**REQUIRED WORK**
Please reproduce the data below exactly, from the first line through the line containing "position:absolute; right:12px; bottom:12px;", and leave every later line out.

[Stored data]
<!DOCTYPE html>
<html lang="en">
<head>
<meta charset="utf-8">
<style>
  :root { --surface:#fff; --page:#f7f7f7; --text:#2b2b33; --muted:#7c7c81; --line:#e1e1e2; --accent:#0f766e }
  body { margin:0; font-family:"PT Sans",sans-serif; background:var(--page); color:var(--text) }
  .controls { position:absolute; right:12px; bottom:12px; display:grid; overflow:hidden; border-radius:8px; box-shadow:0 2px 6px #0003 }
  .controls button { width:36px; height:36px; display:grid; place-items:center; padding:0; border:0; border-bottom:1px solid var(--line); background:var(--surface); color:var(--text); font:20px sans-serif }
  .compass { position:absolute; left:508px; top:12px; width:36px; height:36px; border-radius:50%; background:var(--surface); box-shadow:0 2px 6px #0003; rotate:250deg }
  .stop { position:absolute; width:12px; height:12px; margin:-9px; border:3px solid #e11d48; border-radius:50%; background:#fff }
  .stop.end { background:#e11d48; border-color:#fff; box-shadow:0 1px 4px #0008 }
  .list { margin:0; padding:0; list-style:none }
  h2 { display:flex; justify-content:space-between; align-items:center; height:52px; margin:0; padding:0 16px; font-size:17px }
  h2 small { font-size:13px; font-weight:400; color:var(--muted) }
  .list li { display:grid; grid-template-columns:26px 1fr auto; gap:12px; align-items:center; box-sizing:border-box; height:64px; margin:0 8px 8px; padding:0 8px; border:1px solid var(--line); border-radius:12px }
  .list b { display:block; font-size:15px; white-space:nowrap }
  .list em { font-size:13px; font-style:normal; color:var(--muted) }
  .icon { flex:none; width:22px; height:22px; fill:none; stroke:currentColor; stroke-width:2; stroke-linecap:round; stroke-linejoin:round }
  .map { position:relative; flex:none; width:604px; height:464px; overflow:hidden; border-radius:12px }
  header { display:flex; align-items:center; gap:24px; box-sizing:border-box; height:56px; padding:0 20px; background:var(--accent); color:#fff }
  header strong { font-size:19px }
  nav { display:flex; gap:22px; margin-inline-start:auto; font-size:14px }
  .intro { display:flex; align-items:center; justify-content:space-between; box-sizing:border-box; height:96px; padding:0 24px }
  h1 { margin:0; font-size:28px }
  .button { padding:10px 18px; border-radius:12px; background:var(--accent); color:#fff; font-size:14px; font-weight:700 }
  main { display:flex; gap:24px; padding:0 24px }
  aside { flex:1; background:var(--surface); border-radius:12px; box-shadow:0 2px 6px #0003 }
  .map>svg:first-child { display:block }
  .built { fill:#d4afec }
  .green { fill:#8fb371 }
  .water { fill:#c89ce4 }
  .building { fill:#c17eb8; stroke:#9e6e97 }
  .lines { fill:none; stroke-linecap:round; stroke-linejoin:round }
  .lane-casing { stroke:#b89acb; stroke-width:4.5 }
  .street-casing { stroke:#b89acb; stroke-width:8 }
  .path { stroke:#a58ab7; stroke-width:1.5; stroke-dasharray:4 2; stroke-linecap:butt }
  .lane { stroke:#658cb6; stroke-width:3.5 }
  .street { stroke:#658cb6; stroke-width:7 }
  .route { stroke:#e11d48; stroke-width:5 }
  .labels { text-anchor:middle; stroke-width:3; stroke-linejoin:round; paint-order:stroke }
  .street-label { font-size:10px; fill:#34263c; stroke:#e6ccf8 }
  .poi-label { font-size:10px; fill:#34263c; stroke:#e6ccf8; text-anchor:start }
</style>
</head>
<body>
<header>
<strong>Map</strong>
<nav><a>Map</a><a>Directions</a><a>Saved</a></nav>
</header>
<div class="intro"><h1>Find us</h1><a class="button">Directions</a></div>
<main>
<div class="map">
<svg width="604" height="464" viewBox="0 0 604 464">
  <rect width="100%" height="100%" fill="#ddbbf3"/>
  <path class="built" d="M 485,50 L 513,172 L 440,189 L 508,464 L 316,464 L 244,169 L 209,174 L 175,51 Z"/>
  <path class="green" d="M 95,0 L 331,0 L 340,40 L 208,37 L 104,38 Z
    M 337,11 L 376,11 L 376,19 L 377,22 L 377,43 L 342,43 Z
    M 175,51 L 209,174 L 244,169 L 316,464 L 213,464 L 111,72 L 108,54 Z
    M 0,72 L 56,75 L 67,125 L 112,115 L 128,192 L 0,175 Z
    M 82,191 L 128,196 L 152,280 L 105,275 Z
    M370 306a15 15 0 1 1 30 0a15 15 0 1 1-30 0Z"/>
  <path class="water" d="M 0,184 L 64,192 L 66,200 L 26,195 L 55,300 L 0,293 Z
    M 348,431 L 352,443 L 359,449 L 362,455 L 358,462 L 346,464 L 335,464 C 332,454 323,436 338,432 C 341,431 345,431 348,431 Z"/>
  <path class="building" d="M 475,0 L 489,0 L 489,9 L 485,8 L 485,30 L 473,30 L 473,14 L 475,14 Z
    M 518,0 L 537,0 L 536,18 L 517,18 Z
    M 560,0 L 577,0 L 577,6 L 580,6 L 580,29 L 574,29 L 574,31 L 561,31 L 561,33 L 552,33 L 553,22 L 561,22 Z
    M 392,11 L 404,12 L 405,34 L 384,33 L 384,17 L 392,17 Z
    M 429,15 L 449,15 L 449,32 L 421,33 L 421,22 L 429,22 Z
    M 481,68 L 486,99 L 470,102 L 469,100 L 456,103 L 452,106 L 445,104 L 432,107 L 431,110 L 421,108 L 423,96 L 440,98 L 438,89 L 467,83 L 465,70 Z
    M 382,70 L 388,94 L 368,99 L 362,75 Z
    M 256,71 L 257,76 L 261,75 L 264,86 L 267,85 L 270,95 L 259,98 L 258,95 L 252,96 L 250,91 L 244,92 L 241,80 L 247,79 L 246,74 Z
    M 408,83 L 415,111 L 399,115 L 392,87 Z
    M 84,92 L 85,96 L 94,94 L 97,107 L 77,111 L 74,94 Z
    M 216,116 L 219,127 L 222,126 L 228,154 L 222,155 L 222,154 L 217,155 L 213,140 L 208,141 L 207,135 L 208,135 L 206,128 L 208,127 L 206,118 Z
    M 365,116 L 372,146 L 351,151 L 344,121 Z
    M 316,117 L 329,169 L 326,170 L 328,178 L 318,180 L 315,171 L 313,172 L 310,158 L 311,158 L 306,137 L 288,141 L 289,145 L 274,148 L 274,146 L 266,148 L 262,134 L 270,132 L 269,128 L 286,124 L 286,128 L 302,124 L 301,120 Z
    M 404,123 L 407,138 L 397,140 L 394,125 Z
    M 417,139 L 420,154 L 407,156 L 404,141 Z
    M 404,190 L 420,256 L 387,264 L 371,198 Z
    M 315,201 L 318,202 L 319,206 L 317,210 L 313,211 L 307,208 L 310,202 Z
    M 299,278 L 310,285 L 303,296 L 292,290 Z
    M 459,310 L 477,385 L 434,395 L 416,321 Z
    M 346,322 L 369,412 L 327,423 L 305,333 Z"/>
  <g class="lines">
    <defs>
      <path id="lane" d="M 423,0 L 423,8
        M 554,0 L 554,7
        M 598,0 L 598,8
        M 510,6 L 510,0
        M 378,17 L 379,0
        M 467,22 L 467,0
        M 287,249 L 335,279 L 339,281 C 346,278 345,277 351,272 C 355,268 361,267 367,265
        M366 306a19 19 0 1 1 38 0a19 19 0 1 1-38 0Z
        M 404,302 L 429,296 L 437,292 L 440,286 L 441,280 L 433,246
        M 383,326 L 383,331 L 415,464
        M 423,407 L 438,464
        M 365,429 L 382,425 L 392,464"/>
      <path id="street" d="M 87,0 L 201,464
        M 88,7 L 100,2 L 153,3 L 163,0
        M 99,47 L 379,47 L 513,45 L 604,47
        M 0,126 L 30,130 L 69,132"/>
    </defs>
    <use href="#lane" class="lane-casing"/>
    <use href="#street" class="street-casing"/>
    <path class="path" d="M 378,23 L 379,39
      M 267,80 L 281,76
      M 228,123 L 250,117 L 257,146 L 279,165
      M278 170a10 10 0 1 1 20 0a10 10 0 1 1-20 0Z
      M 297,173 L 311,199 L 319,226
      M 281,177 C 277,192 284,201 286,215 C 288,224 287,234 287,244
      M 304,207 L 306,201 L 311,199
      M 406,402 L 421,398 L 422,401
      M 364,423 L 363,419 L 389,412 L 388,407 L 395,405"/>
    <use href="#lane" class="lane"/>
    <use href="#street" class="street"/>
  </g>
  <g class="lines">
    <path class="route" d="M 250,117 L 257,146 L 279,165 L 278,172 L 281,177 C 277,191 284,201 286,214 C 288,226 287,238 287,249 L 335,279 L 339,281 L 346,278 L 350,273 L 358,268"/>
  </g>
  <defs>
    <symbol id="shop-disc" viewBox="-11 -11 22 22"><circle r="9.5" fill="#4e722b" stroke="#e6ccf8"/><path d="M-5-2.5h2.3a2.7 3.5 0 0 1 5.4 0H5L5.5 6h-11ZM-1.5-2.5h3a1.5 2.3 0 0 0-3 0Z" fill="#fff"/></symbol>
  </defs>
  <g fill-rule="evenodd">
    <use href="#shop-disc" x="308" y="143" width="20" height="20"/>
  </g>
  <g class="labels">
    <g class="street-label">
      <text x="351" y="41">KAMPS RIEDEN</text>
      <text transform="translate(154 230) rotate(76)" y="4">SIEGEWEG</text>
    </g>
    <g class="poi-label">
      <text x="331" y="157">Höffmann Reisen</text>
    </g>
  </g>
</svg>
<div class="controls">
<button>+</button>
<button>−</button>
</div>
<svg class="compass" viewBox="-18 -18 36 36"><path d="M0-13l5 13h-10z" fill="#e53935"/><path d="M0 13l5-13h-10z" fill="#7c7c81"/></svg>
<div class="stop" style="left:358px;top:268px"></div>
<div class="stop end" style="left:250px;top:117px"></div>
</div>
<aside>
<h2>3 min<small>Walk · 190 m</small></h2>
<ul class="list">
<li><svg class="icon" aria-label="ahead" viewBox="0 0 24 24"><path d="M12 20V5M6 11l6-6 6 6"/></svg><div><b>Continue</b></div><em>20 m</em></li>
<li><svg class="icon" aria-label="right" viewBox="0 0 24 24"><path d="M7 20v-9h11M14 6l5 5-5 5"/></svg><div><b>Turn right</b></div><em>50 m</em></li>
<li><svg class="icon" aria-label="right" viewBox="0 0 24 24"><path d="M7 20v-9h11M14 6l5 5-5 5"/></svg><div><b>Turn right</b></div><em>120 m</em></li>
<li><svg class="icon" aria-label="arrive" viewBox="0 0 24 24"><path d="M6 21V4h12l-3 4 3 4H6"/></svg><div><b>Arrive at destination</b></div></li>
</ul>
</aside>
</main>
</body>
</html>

**ANSWER BOX**
<!DOCTYPE html>
<html lang="en">
<head>
<meta charset="utf-8">
<style>
  :root { --surface:#fff; --page:#f7f7f7; --text:#2b2b33; --muted:#7c7c81; --line:#e1e1e2; --accent:#0f766e }
  body { margin:0; font-family:"PT Sans",sans-serif; background:var(--page); color:var(--text) }
  .controls { position:absolute; right:12px; bottom:12px; display:grid; overflow:hidden; border-radius:8px; box-shadow:0 2px 6px #0003 }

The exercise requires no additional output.